Verlorenes Vertrauen
Die Transplantationsmedizin genießt Ansehen. Sie verspielt aber ihren Ruf, wenn Ärzte aus egoistischen Motiven die Verteilung von Organen zugunsten ihrer Patienten manipulieren.
Das Gebaren der unter Manipulationsverdacht geratenen Transplantationszentren, die sich auf Lebern spezialisiert haben, ist nun weitgehend durchleuchtet. Alles halb so schlimm, weil nur in vier von 24 Kliniken nennenswerte Unregelmäßigkeiten festgestellt wurden? Keinesfalls. Es reicht ein Fall, um mühsam erarbeitetes Vertrauen für lange Zeit zu verspielen. Außerdem wurden nur die Leberzentren kontrolliert. Aber wie schaut es dort aus, wo Herzen oder Nieren verpflanzt werden? Ob auch dort Daten manipuliert wurden, um schneller ein Spenderorgan für eigene Patienten zu bekommen, wird die Expertenkommission erst noch detektivisch prüfen müssen. Das Ergebnis ist absolut offen.
Jedem Arzt sei unterstellt, dass er nur das Beste für „seine“ Patienten will. Von ihm wird der größtmögliche Einsatz zur Rettung eines Lebens erwartet. Aber er ist auch Teil eines von wirtschaftlichen Zwängen und Interessen gesteuerten Gesundheitssystems. Da ergeben sich automatisch noch andere, nicht medizinische Motive und Anreize, um der Konkurrenz das rare Gut Spenderorgan vor der Nase wegzuschnappen. Weil es in Deutschland zu wenige potenzielle Spender gibt, ist die nach Dringlichkeit sortierte Warteliste der Schwerkranken, die auf ein geeignetes Organ warten, sehr lang.
Die Vergabe gespendeter Lebern, Herzen, Nieren oder anderer Organe ist also kein Thema, bei dem allein Appelle ans Gute im Menschen reichen, um zuerst jenen Menschen zu helfen, die am dringendsten operiert werden müssen. Aber was heißt „am dringendsten“? Wer kann das definieren und festlegen, wer stellt es im Einzelfall fest, nach welchen objektiven Kriterien? Reicht ein wasserdichtes Gesetz, in dem jedes Detail festgelegt ist? Oder braucht es unabhängige Kommissionen, denen die Entscheidung in jedem Einzelfall übertragen wird? Wem kann der Patient überhaupt vertrauen?

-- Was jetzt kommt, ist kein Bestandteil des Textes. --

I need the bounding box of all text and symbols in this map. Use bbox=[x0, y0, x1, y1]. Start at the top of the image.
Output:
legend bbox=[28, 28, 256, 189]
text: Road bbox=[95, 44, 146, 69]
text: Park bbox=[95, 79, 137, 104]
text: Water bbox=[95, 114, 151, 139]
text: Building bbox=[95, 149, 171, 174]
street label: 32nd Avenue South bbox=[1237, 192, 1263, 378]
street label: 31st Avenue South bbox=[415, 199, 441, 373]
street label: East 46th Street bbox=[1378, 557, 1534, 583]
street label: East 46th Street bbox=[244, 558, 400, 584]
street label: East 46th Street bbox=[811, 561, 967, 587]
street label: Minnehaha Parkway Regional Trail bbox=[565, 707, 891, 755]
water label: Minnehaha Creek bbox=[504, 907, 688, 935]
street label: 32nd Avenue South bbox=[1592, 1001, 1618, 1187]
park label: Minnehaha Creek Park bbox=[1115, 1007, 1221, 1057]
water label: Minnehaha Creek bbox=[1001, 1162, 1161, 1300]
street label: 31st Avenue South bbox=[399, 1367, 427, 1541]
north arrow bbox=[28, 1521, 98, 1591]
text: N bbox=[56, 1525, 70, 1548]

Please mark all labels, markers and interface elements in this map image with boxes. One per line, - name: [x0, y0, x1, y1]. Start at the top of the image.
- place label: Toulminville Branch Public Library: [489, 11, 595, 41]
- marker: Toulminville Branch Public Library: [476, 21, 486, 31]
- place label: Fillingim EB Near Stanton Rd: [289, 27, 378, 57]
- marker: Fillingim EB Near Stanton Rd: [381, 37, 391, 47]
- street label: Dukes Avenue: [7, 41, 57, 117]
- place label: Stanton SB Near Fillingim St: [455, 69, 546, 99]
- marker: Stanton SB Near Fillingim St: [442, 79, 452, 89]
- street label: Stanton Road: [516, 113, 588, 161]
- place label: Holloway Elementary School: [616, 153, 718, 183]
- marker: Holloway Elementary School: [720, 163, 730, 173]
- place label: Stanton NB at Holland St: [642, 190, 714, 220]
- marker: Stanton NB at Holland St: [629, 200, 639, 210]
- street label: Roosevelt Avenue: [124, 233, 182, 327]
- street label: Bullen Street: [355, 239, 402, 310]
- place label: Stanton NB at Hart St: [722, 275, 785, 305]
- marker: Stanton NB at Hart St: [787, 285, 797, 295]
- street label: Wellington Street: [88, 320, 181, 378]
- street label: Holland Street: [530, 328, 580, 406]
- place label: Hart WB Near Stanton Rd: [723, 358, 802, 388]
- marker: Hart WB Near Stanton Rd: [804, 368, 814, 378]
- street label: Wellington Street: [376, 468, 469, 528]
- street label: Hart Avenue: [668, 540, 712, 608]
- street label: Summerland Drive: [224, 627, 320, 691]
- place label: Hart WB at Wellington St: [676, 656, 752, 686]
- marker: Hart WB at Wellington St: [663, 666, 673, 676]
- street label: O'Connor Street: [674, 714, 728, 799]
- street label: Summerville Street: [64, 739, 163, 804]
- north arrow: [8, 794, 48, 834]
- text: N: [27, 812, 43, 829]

Es sind Fragen, die jedes Mal in sehr kurzer Zeit beantwortet werden müssen, weil sie über Leben und Tod entscheiden können. Fragen, die auch jeder stellt, der sich im Falle seines eigenen Todes selbst als Organspender zur Verfügung stellen will. Er verlangt ebenso verlässliche Antworten sowie ein transparentes und damit weniger manipulationsanfälliges System.

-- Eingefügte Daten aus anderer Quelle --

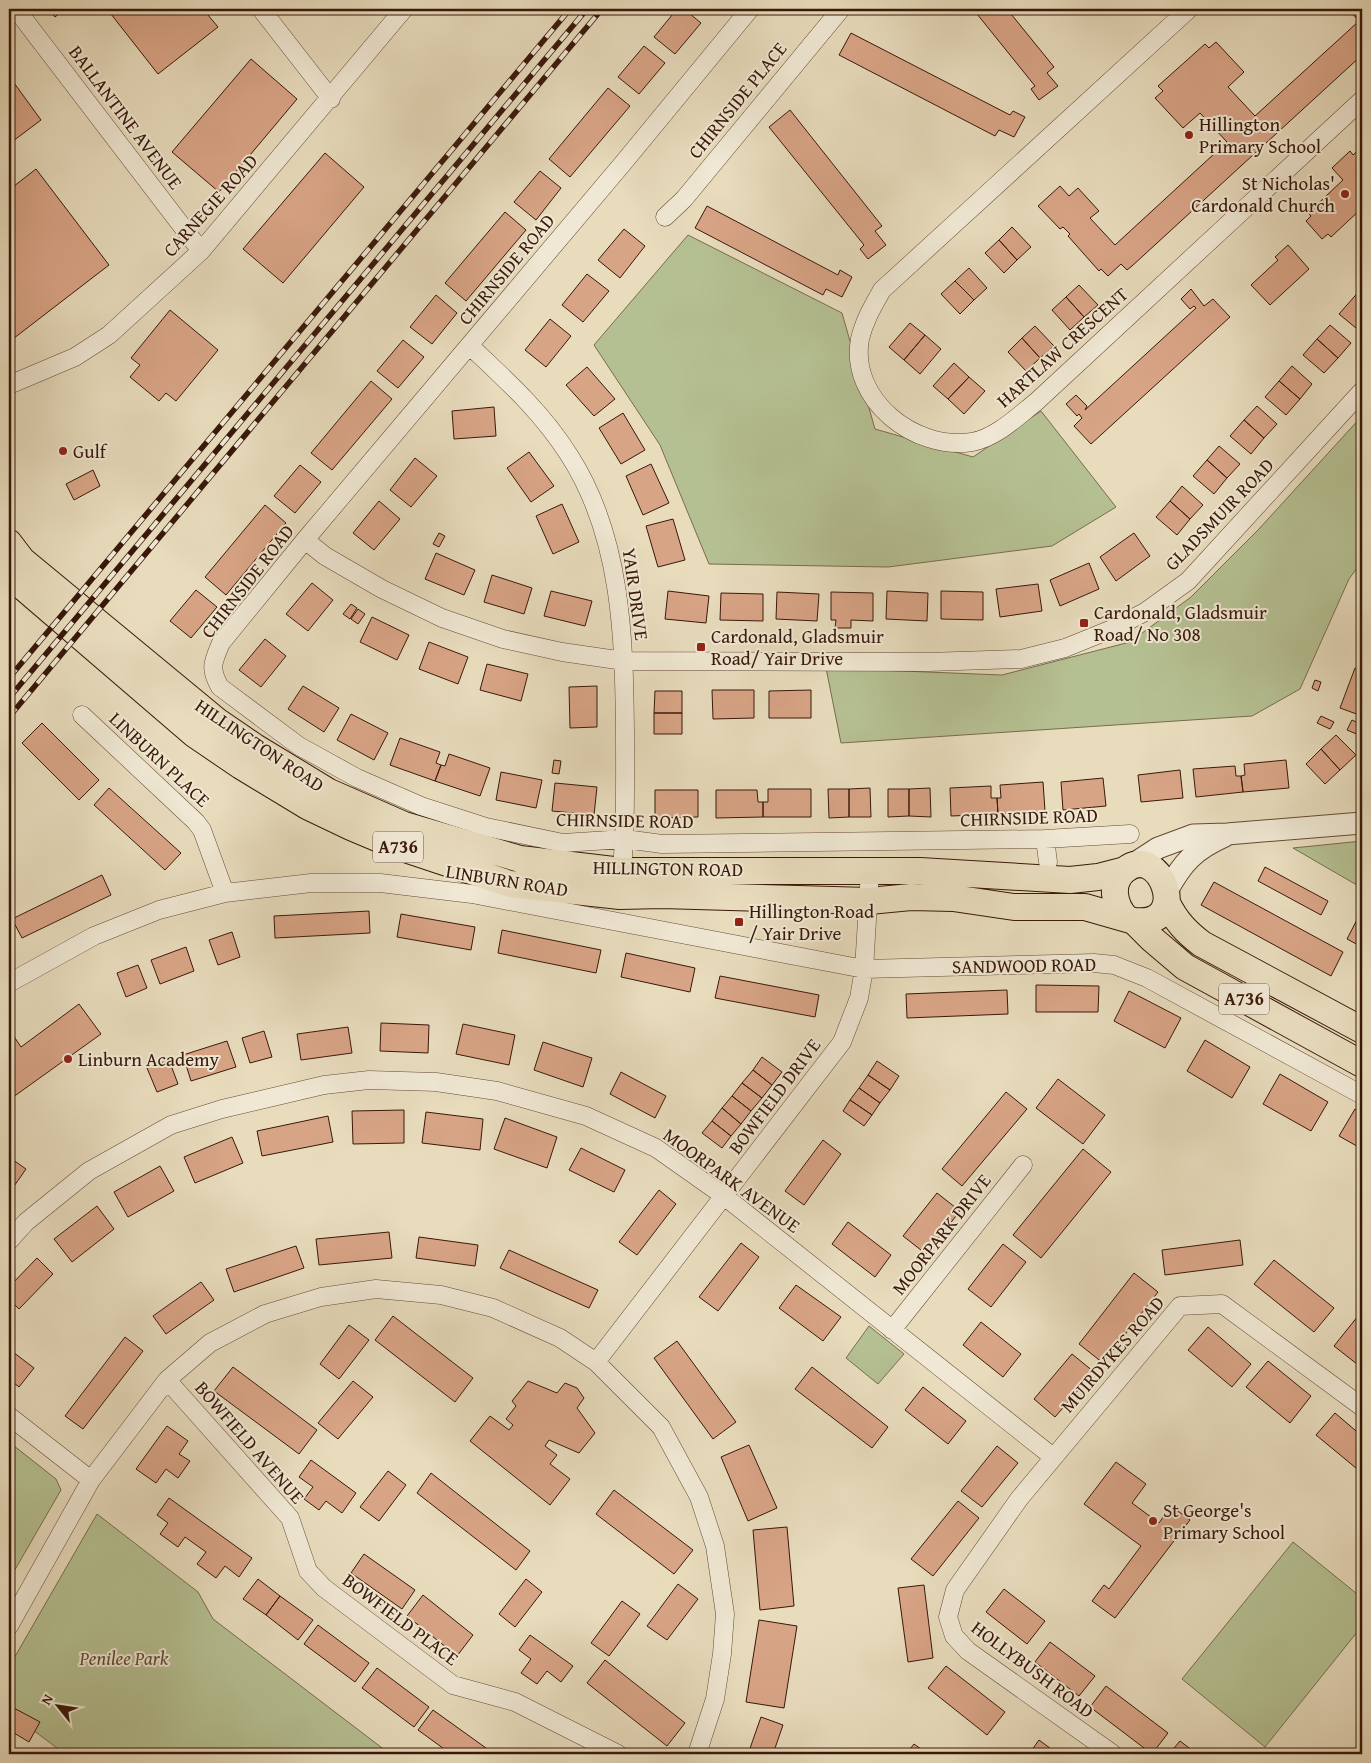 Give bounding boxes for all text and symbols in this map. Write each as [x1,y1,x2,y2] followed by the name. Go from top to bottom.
[681,35,793,164] street label: CHIRNSIDE PLACE
[62,39,190,195] street label: BALLANTINE AVENUE
[1199,110,1321,160] place label: Hillington Primary School
[1183,129,1195,141] marker: Hillington Primary School
[156,147,264,263] street label: CARNEGIE ROAD
[1191,169,1335,219] place label: St Nicholas' Cardonald Church
[1339,188,1351,200] marker: St Nicholas' Cardonald Church
[451,207,561,331] street label: CHIRNSIDE ROAD
[990,280,1134,414] street label: HARTLAW CRESCENT
[73,437,108,465] place label: Gulf
[57,445,69,457] marker: Gulf
[1158,451,1280,577] street label: GLADSMUIR ROAD
[194,518,300,644] street label: CHIRNSIDE ROAD
[616,546,656,642] street label: YAIR DRIVE
[1094,598,1267,648] place label: Cardonald, Gladsmuir Road/ No 308
[1078,617,1090,629] marker: Cardonald, Gladsmuir Road/ No 308
[711,622,884,672] place label: Cardonald, Gladsmuir Road/ Yair Drive
[695,641,707,653] marker: Cardonald, Gladsmuir Road/ Yair Drive
[190,691,330,799] street label: HILLINGTON ROAD
[103,705,217,813] street label: LINBURN PLACE
[960,801,1098,833] street label: CHIRNSIDE ROAD
[556,805,694,835] street label: CHIRNSIDE ROAD
[373,832,423,862] road number: A736
[593,853,743,883] street label: HILLINGTON ROAD
[444,857,570,903] street label: LINBURN ROAD
[749,897,875,947] place label: Hillington Road / Yair Drive
[733,916,745,928] marker: Hillington Road / Yair Drive
[952,950,1096,980] street label: SANDWOOD ROAD
[1219,984,1269,1014] road number: A736
[721,1032,827,1160] street label: BOWFIELD DRIVE
[78,1045,220,1073] place label: Linburn Academy
[62,1053,74,1065] marker: Linburn Academy
[658,1121,807,1240] street label: MOORPARK AVENUE
[885,1167,998,1301] street label: MOORPARK DRIVE
[1053,1289,1171,1419] street label: MUIRDYKES ROAD
[189,1374,312,1510] street label: BOWFIELD AVENUE
[1163,1496,1285,1546] place label: St George's Primary School
[1147,1515,1159,1527] marker: St George's Primary School
[337,1566,465,1672] street label: BOWFIELD PLACE
[966,1614,1100,1724] street label: HOLLYBUSH ROAD
[79,1644,169,1672] park label: Penilee Park
[32,1680,82,1730] north arrow
[36,1690,58,1709] text: N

Für das in den vergangenen zwölf Monaten schnell verloren gegangene Vertrauen sind letztlich ein paar Einzeltäter verantwortlich. Es zurückzugewinnen, ist ein äußerst langwieriger Prozess. Der Göttinger Skandal, der den Verdacht unzulässiger Manipulationen ebenso in Regensburg und München sowie neuerdings auch in Münster zutage gefördert hat, fiel in eine absolut ungünstige Phase. Gerade erst war es gelungen, über die Krankenkassen jeden einzeln Versicherten mit dem Thema Transplantationen direkt zu konfrontieren. Es bestand die Hoffnung, dass sich mehr Menschen als bisher für eine mögliche Organspende entscheiden. Stattdessen landeten nach Aufdeckung des Skandals die zugesandten Spenderausweis-Vordrucke massenhaft im Altpapier und nicht – mit den wichtigsten Daten versehen – im Geldbeutel, der Brief- oder Handtasche.

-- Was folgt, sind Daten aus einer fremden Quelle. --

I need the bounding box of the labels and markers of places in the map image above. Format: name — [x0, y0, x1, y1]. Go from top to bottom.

Die moderne Transplantationsmedizin genießt zu Recht höchstes Ansehen, wenn sie Menschenleben rettet oder beispielsweise Dialysepatienten mithilfe einer neuen Niere von der maschinellen Blutreinigung erlöst. Sie verspielt aber ihren Ruf, wenn Ärzte aus egoistischen Motiven die ohnehin schwierige Verteilung von Organen zugunsten ihrer Patienten manipulieren. Und ihr wird der Boden unter den Füßen weggezogen, wenn es wegen einer Vertrauenskrise keine Organspender mehr gibt.